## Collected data
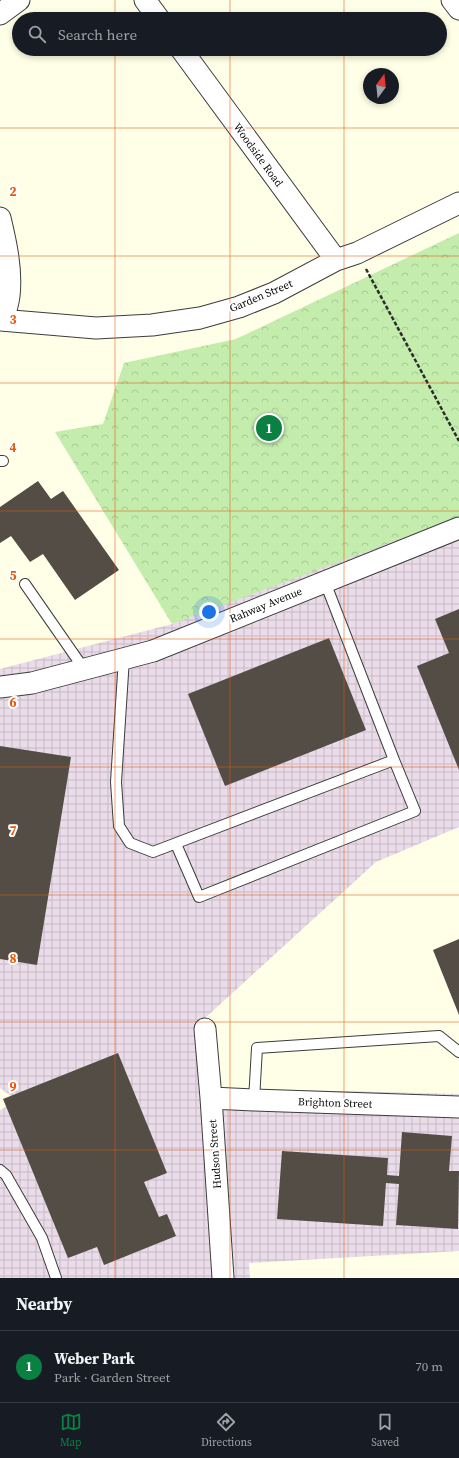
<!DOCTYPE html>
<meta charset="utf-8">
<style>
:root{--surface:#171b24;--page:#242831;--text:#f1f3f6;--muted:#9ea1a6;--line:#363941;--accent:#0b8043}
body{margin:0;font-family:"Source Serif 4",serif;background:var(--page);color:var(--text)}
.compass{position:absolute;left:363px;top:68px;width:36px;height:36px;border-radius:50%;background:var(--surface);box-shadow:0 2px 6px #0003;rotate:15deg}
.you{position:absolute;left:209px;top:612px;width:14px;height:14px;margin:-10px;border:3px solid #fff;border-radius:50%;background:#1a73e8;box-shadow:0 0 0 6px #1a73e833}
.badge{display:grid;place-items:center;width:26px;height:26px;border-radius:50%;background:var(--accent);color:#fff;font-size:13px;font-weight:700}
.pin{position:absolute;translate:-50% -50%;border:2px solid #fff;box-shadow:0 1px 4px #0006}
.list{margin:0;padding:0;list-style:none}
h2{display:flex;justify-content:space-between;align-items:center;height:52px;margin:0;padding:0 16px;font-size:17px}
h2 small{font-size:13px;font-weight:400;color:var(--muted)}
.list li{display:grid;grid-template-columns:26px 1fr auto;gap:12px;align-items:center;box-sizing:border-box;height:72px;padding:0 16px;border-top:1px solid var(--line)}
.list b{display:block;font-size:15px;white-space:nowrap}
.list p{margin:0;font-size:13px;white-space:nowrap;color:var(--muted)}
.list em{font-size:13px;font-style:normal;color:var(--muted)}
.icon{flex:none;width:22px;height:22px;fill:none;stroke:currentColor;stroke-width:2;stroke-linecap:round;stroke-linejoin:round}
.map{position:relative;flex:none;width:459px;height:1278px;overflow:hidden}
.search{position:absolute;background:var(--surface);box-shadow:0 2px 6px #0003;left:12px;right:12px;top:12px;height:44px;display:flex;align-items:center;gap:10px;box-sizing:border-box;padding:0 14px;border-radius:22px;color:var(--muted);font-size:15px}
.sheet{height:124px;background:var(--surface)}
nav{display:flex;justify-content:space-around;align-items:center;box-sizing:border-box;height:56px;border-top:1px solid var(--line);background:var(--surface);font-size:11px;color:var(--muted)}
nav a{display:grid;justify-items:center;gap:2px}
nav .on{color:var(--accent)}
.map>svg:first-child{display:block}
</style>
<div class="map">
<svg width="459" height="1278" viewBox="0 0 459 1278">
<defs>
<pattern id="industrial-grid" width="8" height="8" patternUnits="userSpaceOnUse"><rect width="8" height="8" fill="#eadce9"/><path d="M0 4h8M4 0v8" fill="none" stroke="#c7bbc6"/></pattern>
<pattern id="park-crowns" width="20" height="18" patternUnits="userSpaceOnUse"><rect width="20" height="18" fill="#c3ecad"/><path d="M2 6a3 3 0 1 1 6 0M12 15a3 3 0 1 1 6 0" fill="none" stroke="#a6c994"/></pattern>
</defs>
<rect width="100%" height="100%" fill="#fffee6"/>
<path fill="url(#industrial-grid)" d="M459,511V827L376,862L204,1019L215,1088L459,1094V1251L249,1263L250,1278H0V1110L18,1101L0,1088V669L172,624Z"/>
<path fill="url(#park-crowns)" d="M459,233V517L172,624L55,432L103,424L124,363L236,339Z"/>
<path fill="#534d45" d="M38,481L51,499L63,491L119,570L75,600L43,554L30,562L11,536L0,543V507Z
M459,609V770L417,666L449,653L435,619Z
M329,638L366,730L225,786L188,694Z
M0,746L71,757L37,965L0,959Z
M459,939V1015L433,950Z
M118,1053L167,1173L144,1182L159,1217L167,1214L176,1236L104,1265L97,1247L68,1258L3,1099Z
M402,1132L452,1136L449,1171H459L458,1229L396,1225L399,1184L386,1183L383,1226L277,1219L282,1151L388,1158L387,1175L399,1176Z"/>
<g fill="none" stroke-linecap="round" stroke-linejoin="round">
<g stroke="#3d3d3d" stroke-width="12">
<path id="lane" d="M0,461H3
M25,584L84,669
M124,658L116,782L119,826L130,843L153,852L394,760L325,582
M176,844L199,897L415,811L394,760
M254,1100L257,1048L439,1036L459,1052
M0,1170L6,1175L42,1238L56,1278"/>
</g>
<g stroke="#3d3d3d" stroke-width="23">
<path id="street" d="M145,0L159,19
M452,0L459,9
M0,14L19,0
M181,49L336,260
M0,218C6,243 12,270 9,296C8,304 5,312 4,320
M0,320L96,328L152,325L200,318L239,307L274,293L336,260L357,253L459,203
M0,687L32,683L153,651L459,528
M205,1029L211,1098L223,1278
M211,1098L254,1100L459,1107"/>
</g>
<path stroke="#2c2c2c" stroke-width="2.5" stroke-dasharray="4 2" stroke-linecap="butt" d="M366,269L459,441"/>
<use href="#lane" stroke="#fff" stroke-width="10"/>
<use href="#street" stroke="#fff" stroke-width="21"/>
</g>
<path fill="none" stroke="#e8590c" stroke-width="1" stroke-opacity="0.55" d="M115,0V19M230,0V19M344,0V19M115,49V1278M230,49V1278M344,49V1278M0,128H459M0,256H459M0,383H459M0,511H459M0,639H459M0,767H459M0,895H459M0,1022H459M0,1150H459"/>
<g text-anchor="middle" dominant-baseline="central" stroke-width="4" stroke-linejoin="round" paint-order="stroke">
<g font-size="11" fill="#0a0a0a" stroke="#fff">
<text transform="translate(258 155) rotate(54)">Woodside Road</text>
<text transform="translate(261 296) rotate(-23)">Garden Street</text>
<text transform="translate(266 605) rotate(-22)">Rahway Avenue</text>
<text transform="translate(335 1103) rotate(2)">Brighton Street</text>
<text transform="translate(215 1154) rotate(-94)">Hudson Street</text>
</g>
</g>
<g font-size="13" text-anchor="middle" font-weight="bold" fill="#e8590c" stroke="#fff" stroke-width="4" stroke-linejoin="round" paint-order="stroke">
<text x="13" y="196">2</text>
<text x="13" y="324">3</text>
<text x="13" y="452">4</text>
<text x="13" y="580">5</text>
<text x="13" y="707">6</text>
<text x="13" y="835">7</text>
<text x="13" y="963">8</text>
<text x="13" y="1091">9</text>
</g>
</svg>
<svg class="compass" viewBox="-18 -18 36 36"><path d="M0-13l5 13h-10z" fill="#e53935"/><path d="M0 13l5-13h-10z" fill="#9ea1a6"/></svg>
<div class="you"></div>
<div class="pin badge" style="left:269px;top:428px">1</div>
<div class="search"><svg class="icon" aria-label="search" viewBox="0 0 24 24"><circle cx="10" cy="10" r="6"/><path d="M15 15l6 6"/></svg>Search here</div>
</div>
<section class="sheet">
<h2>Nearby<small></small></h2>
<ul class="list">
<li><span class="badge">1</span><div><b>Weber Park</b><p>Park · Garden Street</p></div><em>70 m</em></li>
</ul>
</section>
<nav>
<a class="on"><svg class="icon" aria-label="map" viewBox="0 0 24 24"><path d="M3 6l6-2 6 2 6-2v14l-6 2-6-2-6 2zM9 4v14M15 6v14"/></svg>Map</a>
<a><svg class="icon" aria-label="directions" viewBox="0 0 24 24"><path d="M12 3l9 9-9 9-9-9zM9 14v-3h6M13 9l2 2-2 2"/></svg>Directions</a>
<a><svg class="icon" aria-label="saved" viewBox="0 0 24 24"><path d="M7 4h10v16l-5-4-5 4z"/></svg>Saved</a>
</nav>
==
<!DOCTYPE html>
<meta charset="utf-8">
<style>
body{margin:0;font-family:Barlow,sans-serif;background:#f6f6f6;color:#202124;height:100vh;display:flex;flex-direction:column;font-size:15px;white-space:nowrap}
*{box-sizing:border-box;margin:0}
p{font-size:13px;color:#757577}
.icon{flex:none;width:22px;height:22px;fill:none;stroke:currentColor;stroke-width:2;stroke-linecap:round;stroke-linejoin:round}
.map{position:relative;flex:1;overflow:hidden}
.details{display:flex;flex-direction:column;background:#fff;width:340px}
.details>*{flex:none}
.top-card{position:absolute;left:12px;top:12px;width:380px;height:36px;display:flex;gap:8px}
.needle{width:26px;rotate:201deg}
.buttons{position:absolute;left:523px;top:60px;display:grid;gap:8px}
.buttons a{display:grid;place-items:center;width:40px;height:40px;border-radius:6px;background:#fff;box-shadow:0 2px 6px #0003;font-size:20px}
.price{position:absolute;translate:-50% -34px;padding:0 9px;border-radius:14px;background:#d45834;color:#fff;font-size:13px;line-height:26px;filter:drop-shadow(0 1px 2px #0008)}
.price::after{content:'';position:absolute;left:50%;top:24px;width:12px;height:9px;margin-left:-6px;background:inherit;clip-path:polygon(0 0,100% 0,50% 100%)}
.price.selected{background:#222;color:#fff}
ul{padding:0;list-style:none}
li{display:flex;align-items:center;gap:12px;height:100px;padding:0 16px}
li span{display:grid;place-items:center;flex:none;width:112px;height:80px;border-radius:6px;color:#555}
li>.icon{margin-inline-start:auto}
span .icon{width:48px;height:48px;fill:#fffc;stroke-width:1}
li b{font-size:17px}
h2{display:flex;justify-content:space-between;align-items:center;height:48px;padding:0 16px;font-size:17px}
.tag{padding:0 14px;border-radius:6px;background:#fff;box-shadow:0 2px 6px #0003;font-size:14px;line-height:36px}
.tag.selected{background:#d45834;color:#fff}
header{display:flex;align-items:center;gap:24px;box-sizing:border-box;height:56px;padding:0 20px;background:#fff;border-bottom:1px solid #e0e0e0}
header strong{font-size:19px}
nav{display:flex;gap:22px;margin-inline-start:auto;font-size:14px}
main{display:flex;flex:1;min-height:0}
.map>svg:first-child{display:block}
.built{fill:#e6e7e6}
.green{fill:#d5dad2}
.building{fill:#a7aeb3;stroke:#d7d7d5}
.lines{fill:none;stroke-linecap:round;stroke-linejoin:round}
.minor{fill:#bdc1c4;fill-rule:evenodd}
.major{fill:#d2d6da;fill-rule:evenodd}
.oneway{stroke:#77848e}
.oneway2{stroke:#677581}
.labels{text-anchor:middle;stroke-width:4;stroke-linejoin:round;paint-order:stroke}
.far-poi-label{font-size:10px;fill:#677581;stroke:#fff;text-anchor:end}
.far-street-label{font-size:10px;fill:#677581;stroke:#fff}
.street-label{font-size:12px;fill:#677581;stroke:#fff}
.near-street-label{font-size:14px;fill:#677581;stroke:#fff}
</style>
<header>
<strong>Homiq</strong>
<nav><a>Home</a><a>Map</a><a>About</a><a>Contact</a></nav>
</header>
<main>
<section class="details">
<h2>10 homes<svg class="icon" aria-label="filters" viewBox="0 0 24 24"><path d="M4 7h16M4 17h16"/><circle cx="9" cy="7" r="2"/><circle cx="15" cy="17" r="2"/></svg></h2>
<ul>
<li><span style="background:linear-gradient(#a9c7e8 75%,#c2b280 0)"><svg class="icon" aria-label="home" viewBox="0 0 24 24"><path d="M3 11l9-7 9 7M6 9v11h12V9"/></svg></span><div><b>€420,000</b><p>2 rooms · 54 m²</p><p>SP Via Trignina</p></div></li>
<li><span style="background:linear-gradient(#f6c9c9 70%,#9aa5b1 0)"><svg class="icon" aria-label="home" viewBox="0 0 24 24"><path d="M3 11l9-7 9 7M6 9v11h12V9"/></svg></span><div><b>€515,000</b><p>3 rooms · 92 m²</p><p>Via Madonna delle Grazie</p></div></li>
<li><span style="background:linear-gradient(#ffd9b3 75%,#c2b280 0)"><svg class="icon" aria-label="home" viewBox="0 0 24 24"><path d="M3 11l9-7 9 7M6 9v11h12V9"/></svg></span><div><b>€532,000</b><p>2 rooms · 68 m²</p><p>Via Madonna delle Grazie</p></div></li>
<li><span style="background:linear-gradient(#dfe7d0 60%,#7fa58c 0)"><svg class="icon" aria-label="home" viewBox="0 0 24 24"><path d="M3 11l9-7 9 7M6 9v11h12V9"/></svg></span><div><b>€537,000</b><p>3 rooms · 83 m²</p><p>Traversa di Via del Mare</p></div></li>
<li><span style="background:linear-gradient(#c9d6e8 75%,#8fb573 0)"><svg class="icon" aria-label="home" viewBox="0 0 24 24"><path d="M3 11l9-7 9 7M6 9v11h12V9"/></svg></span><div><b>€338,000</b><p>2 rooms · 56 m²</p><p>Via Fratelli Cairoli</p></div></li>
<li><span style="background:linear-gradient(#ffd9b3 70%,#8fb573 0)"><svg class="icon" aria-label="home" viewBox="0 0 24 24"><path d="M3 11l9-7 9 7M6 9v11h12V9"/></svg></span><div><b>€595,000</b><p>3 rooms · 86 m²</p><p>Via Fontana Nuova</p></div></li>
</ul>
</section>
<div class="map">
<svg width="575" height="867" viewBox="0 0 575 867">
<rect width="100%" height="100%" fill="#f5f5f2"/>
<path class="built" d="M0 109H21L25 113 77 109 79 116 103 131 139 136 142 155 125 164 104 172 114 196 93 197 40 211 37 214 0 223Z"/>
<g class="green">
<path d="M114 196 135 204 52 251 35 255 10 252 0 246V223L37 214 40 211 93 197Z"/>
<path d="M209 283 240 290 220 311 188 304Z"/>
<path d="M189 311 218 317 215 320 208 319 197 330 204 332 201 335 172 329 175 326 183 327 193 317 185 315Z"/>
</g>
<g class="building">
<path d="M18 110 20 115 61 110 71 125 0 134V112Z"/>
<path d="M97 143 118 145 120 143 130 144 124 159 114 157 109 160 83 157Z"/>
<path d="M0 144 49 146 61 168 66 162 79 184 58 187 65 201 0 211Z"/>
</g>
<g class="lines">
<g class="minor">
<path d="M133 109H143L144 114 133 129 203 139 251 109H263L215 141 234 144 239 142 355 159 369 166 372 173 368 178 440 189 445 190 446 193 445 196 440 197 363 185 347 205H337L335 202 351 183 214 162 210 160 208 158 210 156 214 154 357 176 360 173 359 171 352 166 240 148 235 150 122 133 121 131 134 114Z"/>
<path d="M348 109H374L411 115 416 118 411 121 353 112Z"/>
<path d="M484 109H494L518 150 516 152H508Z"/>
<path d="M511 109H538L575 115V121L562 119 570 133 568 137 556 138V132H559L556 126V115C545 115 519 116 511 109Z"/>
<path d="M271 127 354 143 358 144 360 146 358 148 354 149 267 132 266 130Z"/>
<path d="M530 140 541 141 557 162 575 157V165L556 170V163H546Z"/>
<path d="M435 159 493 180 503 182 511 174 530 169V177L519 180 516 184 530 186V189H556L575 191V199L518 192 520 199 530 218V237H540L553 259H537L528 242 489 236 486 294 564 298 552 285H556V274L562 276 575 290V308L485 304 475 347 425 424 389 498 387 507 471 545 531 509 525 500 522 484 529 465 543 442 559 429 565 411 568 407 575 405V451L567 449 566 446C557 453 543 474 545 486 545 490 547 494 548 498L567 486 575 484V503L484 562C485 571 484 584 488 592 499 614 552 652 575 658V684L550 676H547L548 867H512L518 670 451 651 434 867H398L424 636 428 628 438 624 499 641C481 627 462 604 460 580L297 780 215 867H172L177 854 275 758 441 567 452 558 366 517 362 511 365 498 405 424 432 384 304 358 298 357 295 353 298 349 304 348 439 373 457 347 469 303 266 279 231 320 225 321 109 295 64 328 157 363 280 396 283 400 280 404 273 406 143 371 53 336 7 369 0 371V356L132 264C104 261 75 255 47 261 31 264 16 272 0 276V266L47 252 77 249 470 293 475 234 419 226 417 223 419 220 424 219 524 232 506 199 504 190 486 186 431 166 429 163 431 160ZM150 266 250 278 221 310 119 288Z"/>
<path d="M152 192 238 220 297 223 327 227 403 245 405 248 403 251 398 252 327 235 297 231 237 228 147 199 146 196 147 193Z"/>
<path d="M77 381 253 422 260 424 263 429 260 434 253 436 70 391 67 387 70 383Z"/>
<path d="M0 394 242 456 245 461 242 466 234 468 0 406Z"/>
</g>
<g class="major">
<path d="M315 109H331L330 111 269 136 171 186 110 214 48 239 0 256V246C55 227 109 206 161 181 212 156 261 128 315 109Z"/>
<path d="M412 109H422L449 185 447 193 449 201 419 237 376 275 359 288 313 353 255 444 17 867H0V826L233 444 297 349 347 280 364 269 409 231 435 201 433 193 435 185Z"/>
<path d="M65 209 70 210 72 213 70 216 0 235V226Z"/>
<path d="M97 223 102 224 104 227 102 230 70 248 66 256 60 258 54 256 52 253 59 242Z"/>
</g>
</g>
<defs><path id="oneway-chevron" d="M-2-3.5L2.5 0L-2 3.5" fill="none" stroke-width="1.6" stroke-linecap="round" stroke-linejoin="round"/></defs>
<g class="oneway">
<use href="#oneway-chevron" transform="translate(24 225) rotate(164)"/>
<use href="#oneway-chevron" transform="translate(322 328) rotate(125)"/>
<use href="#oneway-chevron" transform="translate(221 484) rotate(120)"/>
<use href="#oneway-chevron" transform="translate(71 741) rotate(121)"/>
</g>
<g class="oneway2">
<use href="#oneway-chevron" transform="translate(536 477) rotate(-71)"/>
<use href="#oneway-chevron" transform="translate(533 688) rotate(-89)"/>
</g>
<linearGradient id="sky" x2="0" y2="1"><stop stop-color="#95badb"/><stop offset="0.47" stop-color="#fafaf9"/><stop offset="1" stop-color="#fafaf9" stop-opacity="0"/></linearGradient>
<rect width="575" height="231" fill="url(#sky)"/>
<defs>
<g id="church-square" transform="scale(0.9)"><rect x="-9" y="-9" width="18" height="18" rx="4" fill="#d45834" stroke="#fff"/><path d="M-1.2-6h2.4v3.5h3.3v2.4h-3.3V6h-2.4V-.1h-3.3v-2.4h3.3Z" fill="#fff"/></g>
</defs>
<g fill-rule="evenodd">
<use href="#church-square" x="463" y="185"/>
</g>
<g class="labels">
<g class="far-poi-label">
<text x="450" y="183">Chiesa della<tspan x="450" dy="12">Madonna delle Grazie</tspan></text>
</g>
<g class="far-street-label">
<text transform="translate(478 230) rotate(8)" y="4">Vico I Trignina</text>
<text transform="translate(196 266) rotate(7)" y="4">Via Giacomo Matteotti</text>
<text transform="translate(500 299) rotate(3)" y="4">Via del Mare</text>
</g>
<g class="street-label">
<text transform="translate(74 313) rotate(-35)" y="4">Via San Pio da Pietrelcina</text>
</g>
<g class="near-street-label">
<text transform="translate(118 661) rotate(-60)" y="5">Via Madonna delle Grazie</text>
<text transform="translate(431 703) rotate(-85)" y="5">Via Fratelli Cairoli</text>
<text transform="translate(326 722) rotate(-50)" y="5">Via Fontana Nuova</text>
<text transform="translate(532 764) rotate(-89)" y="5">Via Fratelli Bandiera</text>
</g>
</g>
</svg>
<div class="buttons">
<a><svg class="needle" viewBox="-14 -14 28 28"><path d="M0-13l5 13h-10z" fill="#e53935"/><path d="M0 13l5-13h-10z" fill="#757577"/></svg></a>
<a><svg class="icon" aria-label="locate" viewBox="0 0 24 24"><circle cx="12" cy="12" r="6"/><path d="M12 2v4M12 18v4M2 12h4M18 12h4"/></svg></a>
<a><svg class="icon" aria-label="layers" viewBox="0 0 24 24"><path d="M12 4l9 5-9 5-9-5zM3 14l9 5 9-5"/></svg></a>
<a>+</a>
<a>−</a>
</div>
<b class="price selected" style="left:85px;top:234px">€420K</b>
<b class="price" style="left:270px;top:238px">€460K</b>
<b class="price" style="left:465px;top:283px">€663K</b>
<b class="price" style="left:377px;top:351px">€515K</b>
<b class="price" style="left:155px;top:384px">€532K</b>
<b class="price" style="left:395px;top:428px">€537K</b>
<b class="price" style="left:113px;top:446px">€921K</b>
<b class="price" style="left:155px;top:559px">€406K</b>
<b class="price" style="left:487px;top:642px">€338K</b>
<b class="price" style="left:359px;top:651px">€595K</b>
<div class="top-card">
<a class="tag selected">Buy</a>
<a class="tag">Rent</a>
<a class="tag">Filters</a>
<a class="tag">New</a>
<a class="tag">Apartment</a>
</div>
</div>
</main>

## Requirement
Reply with the number of lines above in which the word "buttons" appears, and with nothing else.

## Exercise response
3